Data provided:
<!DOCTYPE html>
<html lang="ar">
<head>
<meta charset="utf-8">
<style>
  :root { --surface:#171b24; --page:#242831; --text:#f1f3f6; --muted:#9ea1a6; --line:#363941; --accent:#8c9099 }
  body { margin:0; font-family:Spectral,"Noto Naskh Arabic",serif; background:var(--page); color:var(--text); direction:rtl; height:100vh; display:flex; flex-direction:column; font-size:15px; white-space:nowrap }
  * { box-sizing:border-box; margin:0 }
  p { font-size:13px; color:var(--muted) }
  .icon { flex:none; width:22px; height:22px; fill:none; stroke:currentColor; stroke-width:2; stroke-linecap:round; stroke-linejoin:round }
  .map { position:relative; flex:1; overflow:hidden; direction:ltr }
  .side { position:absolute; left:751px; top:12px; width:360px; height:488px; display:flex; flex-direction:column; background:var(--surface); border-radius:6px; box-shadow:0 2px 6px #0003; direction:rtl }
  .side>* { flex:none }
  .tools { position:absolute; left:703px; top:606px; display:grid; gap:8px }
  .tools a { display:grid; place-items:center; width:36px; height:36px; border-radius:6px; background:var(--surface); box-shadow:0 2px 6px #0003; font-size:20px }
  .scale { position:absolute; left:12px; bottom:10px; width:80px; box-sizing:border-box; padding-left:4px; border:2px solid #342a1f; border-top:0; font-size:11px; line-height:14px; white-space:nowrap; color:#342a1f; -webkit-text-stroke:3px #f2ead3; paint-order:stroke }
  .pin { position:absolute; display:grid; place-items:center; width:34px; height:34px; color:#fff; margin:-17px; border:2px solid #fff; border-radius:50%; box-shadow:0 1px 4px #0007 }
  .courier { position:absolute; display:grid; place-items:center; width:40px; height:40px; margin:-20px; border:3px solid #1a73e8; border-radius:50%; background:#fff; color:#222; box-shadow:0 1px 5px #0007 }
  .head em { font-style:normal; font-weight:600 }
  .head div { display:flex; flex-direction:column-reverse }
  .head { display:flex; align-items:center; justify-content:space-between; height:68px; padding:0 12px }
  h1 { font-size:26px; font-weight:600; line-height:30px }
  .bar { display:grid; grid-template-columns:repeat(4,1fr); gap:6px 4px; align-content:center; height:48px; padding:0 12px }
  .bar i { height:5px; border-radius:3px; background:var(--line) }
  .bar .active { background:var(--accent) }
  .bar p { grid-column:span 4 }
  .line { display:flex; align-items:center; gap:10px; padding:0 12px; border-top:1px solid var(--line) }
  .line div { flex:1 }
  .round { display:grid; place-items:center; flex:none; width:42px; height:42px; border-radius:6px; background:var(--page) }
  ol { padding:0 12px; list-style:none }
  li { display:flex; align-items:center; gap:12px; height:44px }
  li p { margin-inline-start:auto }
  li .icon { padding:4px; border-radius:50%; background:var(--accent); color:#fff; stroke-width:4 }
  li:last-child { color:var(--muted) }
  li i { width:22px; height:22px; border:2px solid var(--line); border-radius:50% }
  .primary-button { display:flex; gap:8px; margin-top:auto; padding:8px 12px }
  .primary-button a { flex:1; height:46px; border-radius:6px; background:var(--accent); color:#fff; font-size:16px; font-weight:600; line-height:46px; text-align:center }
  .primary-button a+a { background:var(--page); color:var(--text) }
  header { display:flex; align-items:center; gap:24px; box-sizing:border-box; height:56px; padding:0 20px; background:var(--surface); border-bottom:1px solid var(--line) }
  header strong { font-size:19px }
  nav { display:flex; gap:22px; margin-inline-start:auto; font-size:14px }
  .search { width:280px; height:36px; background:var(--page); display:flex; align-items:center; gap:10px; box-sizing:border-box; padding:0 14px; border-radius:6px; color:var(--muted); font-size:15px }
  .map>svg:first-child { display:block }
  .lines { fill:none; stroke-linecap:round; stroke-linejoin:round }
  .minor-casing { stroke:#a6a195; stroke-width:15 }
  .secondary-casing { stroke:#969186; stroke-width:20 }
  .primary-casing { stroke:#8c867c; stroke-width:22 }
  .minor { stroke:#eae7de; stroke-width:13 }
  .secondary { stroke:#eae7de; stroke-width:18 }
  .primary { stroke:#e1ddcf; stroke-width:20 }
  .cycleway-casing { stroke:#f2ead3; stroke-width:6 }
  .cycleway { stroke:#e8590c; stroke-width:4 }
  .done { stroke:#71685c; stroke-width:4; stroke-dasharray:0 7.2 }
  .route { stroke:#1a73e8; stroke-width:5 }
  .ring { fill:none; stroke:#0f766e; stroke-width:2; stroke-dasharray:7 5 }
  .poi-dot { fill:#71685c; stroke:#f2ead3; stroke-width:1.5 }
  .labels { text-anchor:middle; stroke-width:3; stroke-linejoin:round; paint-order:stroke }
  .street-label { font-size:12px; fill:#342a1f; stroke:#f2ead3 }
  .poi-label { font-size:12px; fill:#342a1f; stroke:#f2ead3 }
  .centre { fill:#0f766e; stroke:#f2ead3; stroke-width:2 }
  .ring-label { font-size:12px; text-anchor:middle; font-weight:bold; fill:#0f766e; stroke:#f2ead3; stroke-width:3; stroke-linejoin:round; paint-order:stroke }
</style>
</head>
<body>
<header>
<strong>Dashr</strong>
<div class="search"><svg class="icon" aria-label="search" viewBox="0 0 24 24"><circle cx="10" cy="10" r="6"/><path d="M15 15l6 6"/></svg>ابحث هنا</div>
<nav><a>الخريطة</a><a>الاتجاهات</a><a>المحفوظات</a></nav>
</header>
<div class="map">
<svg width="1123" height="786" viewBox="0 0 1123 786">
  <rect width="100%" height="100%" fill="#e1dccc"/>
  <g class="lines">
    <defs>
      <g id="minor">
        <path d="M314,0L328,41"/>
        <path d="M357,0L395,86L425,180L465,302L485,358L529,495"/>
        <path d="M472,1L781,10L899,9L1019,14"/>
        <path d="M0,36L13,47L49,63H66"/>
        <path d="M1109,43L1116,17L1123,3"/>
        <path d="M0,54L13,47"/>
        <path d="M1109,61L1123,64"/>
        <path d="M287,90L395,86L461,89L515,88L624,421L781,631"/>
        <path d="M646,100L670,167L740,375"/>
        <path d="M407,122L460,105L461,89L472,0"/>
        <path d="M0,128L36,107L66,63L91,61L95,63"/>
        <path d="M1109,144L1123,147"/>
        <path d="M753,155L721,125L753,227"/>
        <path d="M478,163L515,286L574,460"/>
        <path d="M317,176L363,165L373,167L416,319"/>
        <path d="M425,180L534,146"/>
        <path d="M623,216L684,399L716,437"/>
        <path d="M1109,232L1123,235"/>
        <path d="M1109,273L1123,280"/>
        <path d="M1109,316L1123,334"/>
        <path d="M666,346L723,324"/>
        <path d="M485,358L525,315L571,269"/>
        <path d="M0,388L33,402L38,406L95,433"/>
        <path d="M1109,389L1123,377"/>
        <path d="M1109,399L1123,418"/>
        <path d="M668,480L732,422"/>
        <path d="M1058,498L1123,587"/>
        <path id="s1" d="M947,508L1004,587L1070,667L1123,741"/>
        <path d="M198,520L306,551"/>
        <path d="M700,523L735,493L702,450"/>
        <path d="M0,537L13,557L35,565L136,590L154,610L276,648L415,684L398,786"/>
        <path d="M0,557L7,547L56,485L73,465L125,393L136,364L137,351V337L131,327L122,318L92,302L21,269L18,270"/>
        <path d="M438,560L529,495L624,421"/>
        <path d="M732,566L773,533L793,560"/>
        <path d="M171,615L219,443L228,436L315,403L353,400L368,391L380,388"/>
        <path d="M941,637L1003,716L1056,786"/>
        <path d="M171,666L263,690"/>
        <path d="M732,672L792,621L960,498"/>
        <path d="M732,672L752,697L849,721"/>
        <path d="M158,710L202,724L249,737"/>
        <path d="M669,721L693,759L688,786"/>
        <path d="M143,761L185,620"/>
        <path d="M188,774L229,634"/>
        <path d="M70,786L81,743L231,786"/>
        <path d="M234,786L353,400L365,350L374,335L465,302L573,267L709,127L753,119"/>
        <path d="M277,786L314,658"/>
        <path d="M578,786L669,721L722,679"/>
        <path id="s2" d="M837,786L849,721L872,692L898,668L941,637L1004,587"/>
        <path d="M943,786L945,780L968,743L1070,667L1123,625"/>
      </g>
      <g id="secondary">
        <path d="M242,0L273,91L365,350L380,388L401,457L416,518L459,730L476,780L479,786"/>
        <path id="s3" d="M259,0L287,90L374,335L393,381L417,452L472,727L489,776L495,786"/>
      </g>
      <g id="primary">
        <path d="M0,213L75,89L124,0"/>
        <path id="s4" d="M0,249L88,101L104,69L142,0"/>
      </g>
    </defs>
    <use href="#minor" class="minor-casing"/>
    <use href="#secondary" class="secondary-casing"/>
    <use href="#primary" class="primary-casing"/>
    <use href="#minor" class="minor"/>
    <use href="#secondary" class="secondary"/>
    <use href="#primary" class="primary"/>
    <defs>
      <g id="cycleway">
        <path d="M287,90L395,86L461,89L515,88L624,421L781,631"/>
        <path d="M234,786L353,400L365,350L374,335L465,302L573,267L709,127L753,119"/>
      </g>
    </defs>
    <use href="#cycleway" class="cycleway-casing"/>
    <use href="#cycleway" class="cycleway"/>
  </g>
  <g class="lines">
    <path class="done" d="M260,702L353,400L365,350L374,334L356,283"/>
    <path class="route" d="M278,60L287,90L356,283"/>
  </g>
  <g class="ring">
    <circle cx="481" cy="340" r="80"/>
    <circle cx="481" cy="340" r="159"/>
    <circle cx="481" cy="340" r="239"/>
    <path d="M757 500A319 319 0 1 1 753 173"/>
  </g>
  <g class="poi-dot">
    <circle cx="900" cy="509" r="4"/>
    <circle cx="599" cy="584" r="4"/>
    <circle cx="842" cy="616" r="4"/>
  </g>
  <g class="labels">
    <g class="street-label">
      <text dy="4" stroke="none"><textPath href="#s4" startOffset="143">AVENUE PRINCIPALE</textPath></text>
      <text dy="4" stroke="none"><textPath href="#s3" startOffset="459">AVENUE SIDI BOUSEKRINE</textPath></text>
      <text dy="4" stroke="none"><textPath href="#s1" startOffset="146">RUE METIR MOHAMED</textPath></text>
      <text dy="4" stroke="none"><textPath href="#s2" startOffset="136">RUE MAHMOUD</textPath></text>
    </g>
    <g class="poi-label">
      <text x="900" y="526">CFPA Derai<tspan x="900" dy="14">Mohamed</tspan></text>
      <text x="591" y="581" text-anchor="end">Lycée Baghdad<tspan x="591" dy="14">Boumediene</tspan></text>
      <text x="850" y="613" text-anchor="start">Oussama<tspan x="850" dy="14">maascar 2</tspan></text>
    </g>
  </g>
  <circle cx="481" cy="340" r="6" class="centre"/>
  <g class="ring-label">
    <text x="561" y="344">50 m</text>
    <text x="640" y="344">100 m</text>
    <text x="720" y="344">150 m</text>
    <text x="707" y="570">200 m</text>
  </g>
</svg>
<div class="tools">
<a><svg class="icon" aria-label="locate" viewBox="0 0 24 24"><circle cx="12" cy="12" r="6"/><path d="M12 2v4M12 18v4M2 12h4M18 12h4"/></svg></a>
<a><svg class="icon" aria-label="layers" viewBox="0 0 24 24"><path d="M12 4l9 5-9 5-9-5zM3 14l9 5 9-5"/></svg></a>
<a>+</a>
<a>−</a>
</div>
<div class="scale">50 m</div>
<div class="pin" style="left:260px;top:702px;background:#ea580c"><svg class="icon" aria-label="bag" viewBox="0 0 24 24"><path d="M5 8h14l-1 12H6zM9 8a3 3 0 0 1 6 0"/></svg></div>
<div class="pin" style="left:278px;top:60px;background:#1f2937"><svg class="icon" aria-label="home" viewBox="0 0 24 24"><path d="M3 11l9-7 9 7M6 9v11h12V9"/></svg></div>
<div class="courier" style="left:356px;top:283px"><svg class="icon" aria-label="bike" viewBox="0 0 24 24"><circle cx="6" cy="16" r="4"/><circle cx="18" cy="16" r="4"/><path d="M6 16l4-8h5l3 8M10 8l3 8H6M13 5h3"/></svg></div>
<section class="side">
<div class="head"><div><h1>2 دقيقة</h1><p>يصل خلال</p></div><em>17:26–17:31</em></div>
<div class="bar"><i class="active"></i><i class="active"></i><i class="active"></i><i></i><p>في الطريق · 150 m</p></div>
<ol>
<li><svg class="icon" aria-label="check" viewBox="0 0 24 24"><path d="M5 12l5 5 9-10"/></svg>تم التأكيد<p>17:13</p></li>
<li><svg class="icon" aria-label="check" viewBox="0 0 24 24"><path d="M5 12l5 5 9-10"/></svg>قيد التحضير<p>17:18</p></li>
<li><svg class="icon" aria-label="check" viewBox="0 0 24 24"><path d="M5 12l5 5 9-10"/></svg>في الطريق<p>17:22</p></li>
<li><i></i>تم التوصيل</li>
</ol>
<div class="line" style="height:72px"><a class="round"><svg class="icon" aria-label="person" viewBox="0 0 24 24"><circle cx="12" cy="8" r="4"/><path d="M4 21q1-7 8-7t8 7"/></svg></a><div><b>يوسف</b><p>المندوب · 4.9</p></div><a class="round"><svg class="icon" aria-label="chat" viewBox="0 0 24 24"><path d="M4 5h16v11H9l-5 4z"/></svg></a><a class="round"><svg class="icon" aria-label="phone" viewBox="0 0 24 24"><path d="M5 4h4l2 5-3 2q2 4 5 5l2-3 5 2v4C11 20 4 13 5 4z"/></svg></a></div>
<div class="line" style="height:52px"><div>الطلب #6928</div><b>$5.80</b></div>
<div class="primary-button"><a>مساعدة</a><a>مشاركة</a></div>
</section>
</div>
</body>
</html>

...

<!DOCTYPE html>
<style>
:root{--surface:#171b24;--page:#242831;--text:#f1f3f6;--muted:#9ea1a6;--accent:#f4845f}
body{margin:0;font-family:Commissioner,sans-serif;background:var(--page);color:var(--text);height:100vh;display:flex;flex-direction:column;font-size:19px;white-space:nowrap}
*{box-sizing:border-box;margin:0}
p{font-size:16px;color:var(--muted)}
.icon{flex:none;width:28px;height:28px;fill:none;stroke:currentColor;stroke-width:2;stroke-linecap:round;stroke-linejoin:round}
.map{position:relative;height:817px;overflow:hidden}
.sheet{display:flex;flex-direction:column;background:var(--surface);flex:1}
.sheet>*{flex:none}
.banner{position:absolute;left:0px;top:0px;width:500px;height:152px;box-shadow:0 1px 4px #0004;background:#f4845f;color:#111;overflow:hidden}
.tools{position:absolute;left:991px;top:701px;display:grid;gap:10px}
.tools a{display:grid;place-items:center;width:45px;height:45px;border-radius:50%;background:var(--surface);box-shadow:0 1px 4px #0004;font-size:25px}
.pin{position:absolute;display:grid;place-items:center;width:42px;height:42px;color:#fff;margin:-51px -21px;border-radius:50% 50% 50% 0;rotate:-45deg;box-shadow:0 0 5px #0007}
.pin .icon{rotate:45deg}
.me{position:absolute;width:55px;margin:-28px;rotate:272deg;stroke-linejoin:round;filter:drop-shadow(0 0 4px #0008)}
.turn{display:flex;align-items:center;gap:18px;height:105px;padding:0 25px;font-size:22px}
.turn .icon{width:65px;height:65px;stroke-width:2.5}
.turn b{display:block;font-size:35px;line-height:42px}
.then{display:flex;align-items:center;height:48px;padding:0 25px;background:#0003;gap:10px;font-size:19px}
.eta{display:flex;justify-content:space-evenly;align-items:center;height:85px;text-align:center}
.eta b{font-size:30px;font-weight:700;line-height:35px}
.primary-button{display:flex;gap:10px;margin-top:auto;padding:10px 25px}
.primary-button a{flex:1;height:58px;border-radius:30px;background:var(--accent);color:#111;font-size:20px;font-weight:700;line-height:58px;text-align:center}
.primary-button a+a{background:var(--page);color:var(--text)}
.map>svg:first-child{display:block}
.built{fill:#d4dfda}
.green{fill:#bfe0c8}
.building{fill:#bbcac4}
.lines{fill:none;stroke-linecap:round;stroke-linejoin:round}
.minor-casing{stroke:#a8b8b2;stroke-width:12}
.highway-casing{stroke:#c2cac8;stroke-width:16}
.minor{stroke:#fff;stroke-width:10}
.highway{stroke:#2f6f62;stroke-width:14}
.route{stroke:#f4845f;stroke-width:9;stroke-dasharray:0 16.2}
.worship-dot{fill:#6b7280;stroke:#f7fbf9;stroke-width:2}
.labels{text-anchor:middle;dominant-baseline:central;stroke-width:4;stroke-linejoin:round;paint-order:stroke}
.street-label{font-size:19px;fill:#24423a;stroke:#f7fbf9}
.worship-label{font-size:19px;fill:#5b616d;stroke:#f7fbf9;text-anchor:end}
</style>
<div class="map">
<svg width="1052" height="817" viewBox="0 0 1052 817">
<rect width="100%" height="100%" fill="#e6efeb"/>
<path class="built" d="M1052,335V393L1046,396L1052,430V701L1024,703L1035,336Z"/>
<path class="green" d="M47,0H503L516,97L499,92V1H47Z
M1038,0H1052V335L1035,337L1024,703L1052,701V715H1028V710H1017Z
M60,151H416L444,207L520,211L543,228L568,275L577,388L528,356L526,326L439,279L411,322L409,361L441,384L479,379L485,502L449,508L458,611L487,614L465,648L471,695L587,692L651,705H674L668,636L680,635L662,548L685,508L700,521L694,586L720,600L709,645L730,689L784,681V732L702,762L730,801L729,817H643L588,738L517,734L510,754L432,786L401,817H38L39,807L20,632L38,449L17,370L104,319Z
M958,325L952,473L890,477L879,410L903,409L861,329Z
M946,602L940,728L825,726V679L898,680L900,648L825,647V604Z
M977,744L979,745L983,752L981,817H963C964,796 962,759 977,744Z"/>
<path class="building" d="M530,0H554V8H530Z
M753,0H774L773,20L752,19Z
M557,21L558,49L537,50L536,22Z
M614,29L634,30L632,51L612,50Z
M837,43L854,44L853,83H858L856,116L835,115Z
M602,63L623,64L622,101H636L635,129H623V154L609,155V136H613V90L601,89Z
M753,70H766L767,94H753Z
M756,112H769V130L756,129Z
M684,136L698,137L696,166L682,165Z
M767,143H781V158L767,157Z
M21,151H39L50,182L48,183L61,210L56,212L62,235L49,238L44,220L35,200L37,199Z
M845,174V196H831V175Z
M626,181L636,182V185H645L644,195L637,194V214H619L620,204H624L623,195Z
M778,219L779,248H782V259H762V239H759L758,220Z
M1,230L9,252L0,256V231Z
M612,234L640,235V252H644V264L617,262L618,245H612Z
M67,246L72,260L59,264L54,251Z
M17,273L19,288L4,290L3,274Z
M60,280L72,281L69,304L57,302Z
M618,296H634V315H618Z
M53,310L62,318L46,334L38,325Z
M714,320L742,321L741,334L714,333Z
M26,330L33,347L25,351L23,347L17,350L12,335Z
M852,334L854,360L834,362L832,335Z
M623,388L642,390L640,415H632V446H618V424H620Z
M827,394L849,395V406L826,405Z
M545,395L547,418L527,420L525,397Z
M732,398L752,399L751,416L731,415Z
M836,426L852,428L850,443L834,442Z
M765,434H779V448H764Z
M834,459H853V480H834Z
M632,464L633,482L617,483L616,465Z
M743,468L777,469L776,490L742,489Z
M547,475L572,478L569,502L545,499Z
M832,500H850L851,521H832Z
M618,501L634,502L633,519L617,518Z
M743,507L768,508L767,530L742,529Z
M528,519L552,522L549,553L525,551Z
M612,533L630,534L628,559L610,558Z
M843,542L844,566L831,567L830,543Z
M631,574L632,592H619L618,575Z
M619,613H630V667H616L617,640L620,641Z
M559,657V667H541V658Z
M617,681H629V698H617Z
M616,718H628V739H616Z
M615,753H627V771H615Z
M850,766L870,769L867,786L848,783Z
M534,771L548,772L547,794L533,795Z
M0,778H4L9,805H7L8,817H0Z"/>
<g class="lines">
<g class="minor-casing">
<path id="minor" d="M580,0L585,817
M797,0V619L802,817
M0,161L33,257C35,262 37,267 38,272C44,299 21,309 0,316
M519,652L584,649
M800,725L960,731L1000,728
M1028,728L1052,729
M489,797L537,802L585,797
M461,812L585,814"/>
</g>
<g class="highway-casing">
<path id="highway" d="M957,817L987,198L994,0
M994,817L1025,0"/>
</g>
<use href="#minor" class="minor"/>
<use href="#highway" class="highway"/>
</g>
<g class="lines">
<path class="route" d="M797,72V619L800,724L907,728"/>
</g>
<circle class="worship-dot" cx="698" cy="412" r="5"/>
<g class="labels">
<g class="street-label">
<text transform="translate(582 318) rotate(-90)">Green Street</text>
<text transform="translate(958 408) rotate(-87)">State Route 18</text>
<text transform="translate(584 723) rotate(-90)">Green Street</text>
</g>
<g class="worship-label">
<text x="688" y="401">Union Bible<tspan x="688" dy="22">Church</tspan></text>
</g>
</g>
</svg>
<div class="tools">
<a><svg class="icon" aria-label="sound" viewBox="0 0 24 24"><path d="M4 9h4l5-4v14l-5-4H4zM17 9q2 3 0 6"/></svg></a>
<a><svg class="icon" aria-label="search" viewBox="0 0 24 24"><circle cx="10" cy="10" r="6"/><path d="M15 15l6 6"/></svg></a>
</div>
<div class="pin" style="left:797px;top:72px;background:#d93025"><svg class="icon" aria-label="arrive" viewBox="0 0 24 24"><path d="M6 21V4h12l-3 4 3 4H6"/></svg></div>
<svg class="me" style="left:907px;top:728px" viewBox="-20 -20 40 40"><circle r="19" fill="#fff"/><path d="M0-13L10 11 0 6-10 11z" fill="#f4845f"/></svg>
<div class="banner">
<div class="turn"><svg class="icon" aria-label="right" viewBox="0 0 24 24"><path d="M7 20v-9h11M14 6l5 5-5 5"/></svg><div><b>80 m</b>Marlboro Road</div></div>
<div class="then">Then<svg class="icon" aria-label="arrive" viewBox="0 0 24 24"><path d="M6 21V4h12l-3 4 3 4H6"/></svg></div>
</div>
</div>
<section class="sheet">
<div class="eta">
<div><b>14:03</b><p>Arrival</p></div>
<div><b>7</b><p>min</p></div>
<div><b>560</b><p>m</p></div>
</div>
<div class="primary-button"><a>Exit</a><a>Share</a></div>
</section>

Task prompt: Every line where "serif" appears must be returned from the listing above.

Solution to the exercise:
  body { margin:0; font-family:Spectral,"Noto Naskh Arabic",serif; background:var(--page); color:var(--text); direction:rtl; height:100vh; display:flex; flex-direction:column; font-size:15px; white-space:nowrap }
body{margin:0;font-family:Commissioner,sans-serif;background:var(--page);color:var(--text);height:100vh;display:flex;flex-direction:column;font-size:19px;white-space:nowrap}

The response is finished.